Mark shook his head. “Her energy. She’s curious. She glows, like you.” He hung up his apron and looked Alison in the eye. “You’re always worrying about how Corey’s going to turn out. Well, if his first girlfriend is any indication—which it is—he’s doing great. Can you let yourself feel good about what a wonderful mom you are? Just for a minute?”
Alison considered the possibility that despite every mistake she’d made, every secret she’d kept, every lie she’d told; despite the flawed character she was and the selfish bitch her mother had sworn she’d always be—she had somehow done a decent job of raising her son.
“Why don’t we make sure he graduates high school,” she said dryly, “before we congratulate ourselves too much.”
Mark shook his head at her. “What am I going to do with you?”
“Love me,” Alison said.
Six weeks after the miscarriage, one month after the election, Alison told Mark she wanted to try again.
“I don’t want to give up,” she said. “We have to act like we have more hope than we actually have.”
“I don’t want to give up either,” Mark said.
And so, six months after their first visit to Redwood Fertility, Mark and Alison returned, downgraded from happy pregnancy checkups to grim consu
ltation in Schrier’s office; downgraded from views of sun and fog to windows blurred by driving December rain.
“We ran some tissue tests after your D&C.” Schrier peered at them over the glasses on his nose. “I have to be honest with you. The results do not bode well.”
“What—” Mark stammered.
“Alison’s uterine lining is too thin to sustain fetal development. Eight millimeters is optimal. Six is feasible. Alison’s is four.”
“But I had Corey,” Alison said.
“The uterine lining changes with age,” Schrier said.
“Are you saying I can’t—” Alison’s voice caught. She swallowed hard. “Are you saying I can’t get pregnant again?”
“You could,” Schrier said. “But it’s unlikely that your body will sustain a pregnancy.”
Reflexively, Alison’s hands drifted to her belly.
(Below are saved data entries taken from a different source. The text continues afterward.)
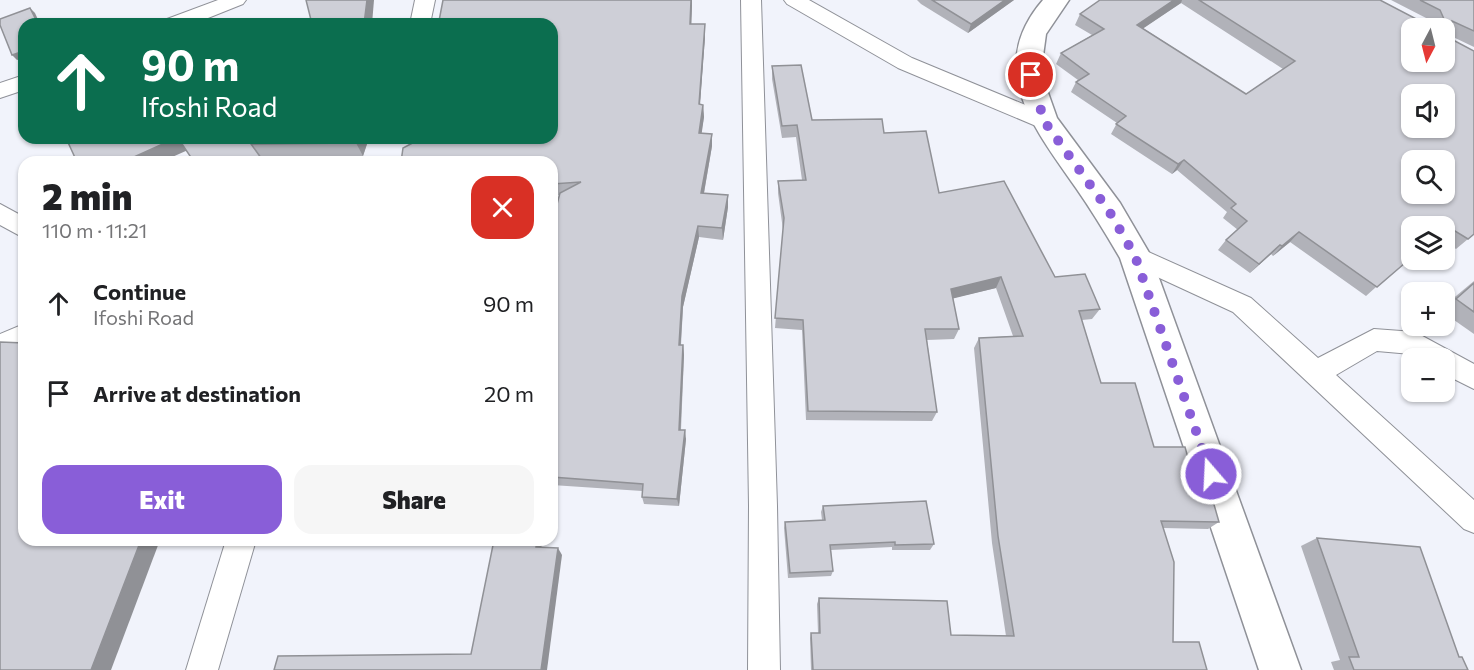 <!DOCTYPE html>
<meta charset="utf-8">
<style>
body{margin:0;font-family:Commissioner,sans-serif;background:#f6f6f6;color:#202124;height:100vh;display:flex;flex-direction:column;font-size:22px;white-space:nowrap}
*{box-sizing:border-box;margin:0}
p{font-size:20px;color:#757577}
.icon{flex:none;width:33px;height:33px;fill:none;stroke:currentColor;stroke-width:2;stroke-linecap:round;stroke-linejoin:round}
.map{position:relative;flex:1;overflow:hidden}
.side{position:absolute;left:18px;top:156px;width:540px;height:390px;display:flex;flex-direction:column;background:#fff;border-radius:18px;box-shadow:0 2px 4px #0004}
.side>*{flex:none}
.guide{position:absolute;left:18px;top:18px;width:540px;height:126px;border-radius:18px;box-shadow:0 2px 4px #0004;background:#0b6e4f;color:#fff;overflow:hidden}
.needle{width:39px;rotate:187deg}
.buttons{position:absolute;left:1401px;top:18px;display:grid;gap:12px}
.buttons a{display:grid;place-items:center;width:54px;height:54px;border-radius:12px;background:#fff;box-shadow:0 2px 4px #0004;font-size:30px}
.pin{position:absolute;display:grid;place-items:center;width:51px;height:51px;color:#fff;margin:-26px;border:3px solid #fff;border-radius:50%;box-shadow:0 2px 6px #0007}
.me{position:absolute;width:66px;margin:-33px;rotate:341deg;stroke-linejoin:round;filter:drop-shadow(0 0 4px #0008)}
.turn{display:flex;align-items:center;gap:21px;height:126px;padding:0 24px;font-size:27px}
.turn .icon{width:78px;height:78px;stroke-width:2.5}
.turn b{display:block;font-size:42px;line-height:51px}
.round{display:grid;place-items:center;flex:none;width:63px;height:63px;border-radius:18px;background:#f6f6f6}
.overview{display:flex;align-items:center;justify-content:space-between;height:102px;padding:0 24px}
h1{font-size:36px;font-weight:800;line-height:45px}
.cta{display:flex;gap:12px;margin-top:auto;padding:12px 24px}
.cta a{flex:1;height:69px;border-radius:18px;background:#895ed8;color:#fff;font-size:24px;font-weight:800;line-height:69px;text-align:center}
.cta a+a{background:#f6f6f6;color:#202124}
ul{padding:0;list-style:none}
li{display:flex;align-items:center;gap:18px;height:90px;padding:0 24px}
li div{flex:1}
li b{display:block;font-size:22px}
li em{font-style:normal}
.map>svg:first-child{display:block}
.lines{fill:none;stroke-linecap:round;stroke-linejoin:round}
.street-casing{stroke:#8f9198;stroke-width:2}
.secondary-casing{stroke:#8f9198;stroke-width:3}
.street{fill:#fff;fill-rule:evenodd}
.secondary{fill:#fff;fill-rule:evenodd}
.wall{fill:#b1b2b9;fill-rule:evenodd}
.shaded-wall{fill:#909196}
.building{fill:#cecfd7;stroke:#909196;stroke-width:1.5;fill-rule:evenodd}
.route{stroke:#895ed8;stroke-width:10;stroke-dasharray:0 18}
</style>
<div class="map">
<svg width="1474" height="670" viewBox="0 0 1474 670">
<rect width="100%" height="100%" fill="#f1f3fb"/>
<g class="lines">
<defs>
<g id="street">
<polygon points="218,0 246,0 243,4 193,24 164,24 167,19"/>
<polygon points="415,0 435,0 430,24 410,24"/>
<polygon points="741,0 761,0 777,506 780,670 748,670 749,506"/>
<polygon points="784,0 809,0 912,58 1052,116 1055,121 1052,126 1044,129 1036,126 898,68 787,4"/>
<polygon points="24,75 24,90 0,98 0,83"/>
<polygon points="0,204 24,217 24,238 0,225"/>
<polygon points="1135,246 1251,298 1318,358 1374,329 1415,332 1474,364 1474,389 1444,374 1444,358 1420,358 1411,354 1377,351 1336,375 1474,500 1474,533 1464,529 1233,312 1127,263 1123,256 1127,249"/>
<polygon points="24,324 24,347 0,357 0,334"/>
<polygon points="226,540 256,540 218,670 186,670"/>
</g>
<path id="secondary" d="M1043,0H1069L1046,34L1042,63L1046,87L1057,118L1120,203L1151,256L1301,670H1259L1120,258C1106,234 1092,211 1076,188C1035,129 984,68 1043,0Z"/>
</defs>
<use href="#street" class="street-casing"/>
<use href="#secondary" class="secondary-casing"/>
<use href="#street" class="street"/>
<use href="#secondary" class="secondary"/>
</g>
<g class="wall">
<polygon points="917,0 1014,0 968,33 921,4"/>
<path d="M1100,0H1380L1420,21L1430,20L1391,0H1474V47L1453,37L1468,239L1456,249L1444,241V226L1366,296L1290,242L1273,256L1271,254L1250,273L1218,250L1226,240L1238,230L1223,218L1227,212L1177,170L1172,174L1111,134L1117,123L1071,92L1076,82L1078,80L1056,64L1061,53L1092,35L1075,25L1080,14ZM1181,3L1283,69L1246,94L1143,28Z"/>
<polygon points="692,4 691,24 705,24 705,37 700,105 703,105 704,117 701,134 712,146 704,193 728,207 723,240 699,237 683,307 681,345 683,345 684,355 681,430 686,439 679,506 644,504 642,497 642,491 552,485 552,224 559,195 552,195 552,138"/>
<polygon points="772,66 812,120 884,133 939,193 1055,277 1100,309 1092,319 1082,320 1101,383 1154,447 1197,490 1219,522 1208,529 1163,528 1173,642 1207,670 811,670 810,638 811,633 818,633 817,604 819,598 951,635 1006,636 992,543 974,348 979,338 1013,336 996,288 953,298 959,329 954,339 927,340 937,412 932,421 806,420 802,330 775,328 783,230 778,193 778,181 802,180 796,137 782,138 772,79"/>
<polygon points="66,138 369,138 363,156 260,156 186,151"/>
<polygon points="1474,281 1474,334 1444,313 1444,306"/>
<polygon points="823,506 934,544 930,550 892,550 892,547 831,550 833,571 831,576 788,578 784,528 785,522 822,520 821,512"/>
<polygon points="1317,538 1459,657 1468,670 1334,670 1331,662 1340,660 1301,546"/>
</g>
<g class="shaded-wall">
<polygon points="367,0 374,0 372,24 364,24"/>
<polygon points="691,0 692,0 692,4 691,37 690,24"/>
<polygon points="1005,0 1014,0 968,33 971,24"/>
<polygon points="1174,0 1182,0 1181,3 1132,36 1137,25"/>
<polygon points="30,8 35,13 40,24 38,24"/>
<polygon points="705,24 705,37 699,117 699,104"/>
<polygon points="24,51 24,58 17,60 12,55"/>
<polygon points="703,105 704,117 700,145 699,133"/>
<polygon points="712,134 712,146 702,204 701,193"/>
<polygon points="176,138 178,138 188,150 161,162 123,162"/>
<polygon points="358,138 369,138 363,156 356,143"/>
<polygon points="1184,160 1177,170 1172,174 1178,164"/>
<polygon points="728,195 728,207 723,240 722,228"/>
<polygon points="698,226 699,237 683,307 680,354 679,345 682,296"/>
<polygon points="1299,232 1290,242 1273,256 1282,246"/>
<polygon points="1280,245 1271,254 1250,273 1259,264"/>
<polygon points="1001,277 996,288 947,300 951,289"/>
<polygon points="683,345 684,355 680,439 679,430"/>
<polygon points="685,430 686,439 679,506 677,499"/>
<polygon points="141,540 160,540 111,670 91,670"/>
<polygon points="537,540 542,540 541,553 536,547"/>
<polygon points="558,548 562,555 547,670 541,670"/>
</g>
<g class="building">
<polygon points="306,0 367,0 364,24 312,24"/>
<polygon points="443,0 691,0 690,24 705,24 699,104 703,105 699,133 712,134 701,193 728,195 722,228 698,226 682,296 679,345 683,345 679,430 685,430 677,499 642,497 643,484 552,477 552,223 560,193 581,182 552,184 552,162 401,162 403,148 422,138 552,138 552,24 435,24 436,21 439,21"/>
<polygon points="932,0 1005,0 971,24"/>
<path d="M1100,0H1174L1137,25L1246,94L1295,61L1199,0H1380L1420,21L1444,19L1440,10L1420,0H1474V31L1452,21L1453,40L1474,51V234L1468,239L1447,226L1444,227V226H1412V257L1377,287L1299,232L1282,246L1280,245L1259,264L1226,240L1247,221L1231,208L1236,204L1184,160L1178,164L1116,124L1126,116L1076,82L1089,74L1061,53L1104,29L1080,14ZM1412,28H1444V62H1412ZM1412,94H1444V128H1412ZM1412,160H1444V194H1412Z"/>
<polygon points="30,8 38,24 24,24 24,51 12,55 0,25 0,19"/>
<polygon points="801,65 812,120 882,119 884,133 926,131 939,193 1004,181 1055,277 1085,274 1100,309 1079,311 1101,383 1135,383 1154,447 1185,447 1197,490 1210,490 1213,501 1219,522 1161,521 1174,562 1173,642 1199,642 1207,670 813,670 811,633 820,633 819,598 947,601 951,635 1014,636 998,536 979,338 1023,336 1001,277 951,289 959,329 925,329 937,412 808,411 803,320 775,318 784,218 778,181 806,180 797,125 782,126 772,66"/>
<polygon points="66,138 176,138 123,162 77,162"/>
<polygon points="178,138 358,138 356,143 251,144 264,162 194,162"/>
<polygon points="1474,283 1474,312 1456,299"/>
<polygon points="0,342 24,343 24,540 141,540 91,670 0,670"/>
<polygon points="926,501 934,544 895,545 895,542 830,545 833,571 790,573 785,522 825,520 823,506"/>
<polygon points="1317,538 1420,547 1459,657 1462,657 1468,670 1354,670 1349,657 1359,657"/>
<polygon points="494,540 537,540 536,547 558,548 541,670 274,670 278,656 471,654"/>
</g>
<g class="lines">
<polyline class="route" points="1031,75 1044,121 1109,211 1135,256 1211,474"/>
</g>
</svg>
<div class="buttons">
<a><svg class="needle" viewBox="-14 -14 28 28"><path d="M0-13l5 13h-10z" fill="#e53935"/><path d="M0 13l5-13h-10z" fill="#757577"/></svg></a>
<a><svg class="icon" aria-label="sound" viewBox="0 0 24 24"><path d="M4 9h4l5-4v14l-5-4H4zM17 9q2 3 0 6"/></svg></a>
<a><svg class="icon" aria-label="search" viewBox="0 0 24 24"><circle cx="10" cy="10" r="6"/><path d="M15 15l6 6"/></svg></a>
<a><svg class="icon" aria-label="layers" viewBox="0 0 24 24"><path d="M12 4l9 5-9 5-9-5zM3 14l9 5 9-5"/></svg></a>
<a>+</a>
<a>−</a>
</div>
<div class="pin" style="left:1031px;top:75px;background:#d93025"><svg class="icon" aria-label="arrive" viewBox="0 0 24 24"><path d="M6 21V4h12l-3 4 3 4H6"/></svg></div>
<svg class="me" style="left:1211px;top:474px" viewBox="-20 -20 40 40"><circle r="17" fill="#895ed8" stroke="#fff" stroke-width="3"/><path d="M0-11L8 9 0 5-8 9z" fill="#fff"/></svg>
<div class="guide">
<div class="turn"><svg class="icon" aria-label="ahead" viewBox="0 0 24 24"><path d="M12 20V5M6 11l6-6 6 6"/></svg><div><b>90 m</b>Ifoshi Road</div></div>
</div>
<section class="side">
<div class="overview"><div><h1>2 min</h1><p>110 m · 11:21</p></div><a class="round" style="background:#d93025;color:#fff"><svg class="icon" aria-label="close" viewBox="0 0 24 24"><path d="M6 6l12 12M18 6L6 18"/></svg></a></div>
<ul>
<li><svg class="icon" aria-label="ahead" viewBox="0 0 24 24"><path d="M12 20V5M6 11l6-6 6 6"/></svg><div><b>Continue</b><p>Ifoshi Road</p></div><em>90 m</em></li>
<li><svg class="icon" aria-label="arrive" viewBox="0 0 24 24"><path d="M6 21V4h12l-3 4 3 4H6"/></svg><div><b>Arrive at destination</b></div><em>20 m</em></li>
</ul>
<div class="cta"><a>Exit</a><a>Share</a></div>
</section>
</div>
“We have to fix this,” Mark said. His voice broke, like Corey’s. “There has to be something you can do.”
Schrier took his glasses off and rubbed the bridge of his nose. “We could do a few trial cycles with estrogen to try and make the lining grow. But that could take months. And the odds of success aren’t good.” He ticked their choices off on his fingers. “You could adopt . . .”
“No.” Mark shook his head. “We want a child who’s biologically ours.”
“You could consider yourselves lucky that you’ve had one biological child and come to terms with not having another.”
“And?” Mark prompted.
“And then there is one other choice. Surrogacy.”
“You mean hire another woman to have our child?” Mark blurted.
How crazy will we get? Alison wondered. How much money will we spend? How far will we go?
Hadn’t she asked herself and Zoe the same questions fifteen years before?